The experience of being on the PwC board was a powerful one. Always in the spotlight internally, massive amounts of competing demands on your time and a very political environment. I was relatively young (just turned 40) compared to my fellow board members, struggled to communicate well widely enough what I was trying to do and, in retrospect, had few allies. Losing that position after two years meant I couldn’t finish what I started and I hit the earth with a thud. It was 2008 and the global financial crisis arrived to make things worse. I felt that I had failed and was uncertain what to do next.
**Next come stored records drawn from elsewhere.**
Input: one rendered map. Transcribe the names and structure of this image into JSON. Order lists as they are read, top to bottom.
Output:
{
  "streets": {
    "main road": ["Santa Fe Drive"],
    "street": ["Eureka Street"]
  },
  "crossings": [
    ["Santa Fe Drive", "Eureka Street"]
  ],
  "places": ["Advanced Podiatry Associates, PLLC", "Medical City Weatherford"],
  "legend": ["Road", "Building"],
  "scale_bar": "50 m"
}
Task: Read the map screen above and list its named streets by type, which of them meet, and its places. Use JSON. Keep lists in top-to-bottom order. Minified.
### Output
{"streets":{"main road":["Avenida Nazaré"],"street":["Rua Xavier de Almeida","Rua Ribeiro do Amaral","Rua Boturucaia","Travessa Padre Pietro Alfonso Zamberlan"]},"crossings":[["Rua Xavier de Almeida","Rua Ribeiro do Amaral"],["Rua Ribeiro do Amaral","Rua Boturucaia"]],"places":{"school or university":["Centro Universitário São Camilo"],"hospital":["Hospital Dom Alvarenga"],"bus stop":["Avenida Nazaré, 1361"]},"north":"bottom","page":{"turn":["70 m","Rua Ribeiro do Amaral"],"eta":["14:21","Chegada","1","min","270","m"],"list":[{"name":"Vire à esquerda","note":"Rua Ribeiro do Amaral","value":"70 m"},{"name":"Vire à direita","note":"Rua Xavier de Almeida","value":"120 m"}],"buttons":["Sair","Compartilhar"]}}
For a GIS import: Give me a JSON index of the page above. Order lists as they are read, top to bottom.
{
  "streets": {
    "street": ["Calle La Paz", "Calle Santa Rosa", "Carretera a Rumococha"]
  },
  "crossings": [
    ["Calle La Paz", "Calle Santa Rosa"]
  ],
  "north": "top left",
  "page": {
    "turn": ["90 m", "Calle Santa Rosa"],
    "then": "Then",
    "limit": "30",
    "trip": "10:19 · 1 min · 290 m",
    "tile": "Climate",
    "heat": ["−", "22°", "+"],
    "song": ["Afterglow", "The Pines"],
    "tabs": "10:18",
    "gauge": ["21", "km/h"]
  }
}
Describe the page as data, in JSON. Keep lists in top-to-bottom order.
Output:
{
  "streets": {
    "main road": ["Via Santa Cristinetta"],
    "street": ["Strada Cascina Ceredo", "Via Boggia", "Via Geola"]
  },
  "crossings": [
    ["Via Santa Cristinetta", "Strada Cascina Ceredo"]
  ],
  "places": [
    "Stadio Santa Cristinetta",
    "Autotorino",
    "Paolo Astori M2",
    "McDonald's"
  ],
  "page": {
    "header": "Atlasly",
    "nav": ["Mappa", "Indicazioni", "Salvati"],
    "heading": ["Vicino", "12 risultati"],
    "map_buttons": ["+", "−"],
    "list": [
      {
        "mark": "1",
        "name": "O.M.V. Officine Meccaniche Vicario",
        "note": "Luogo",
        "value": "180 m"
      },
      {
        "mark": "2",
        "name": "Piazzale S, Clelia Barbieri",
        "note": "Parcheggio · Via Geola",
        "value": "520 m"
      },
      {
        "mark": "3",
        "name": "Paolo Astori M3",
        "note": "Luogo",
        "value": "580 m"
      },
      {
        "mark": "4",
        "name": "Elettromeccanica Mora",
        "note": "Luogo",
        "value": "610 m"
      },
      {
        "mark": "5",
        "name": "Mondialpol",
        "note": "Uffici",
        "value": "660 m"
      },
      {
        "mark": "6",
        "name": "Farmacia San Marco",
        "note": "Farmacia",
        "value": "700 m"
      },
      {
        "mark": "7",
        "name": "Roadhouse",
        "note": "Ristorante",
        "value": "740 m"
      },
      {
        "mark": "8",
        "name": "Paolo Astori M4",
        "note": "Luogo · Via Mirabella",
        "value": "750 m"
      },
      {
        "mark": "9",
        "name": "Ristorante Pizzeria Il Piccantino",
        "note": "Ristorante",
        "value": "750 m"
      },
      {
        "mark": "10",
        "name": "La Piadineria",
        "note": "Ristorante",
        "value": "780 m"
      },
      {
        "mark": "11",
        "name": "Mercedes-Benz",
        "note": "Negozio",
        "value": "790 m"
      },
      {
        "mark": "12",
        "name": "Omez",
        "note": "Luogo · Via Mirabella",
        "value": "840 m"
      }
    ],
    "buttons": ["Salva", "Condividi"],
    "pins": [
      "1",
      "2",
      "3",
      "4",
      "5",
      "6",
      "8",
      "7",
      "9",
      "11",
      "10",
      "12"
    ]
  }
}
At that point I started working with an excellent mentor who helped me make sense of the past and what had just happened to me. Gradually, by taking the emotion out of the situation I was able to see both my previous successes and failures in a different light and to learn from both. It was certainly uncomfortable spending two days alone at the start with someone who asked very good questions and with nowhere to hide. We did a lot of work to analyse what other people said about me and to understand what was really important to me – my values. My wife, Suzanne, took part in some of the process so we could understand what we both really wanted. Fortunately we have very similar values – “love, happiness, joy and wanting to make a positive difference” all featured highly for both of us, which meant we could start jettisoning things that didn’t fit with those. I took a year off work and returned much stronger and had a very successful next few years as leader of PwC’s government practice and its Africa Business Group, which I founded.
This mentoring gave me an anchor and enabled me to be a lot clearer about everything. Andrew would end our sessions by asking “what are you now clearer about?” It’s a good, open question. It also helps identify what you are still unclear about too! The clearer you become about what you are objectively really like the easier it becomes to be objective and even be selective about feedback you receive as it is not all accurate.
The difficult period of my career in 2008/09 following leaving the board was however one of the three spells in which I’ve learned most about myself. The other two were losing my mother (who brought me up on her own) back in 1988 and my more recent secondment to Africa in 2015/16 when it became apparent that my vision for PwC in Africa wasn’t going to happen any time soon and I returned to London early. Losing Mum, the greatest leadership influence on my life, was the most traumatic of the three but also helped put the other two into perspective. Going through all those experiences (as well as many more happier times in between) with Suzanne has been a huge advantage and means it isn’t just me that has to interpret everything. To an extent I’ve changed along the way. I’m much more intuitive and less introverted than I was. Some of that comes with age and experience but fundamentally I don’t think we really change in personality terms. Understanding that personality and learning to work with it is what self-awareness is means to me.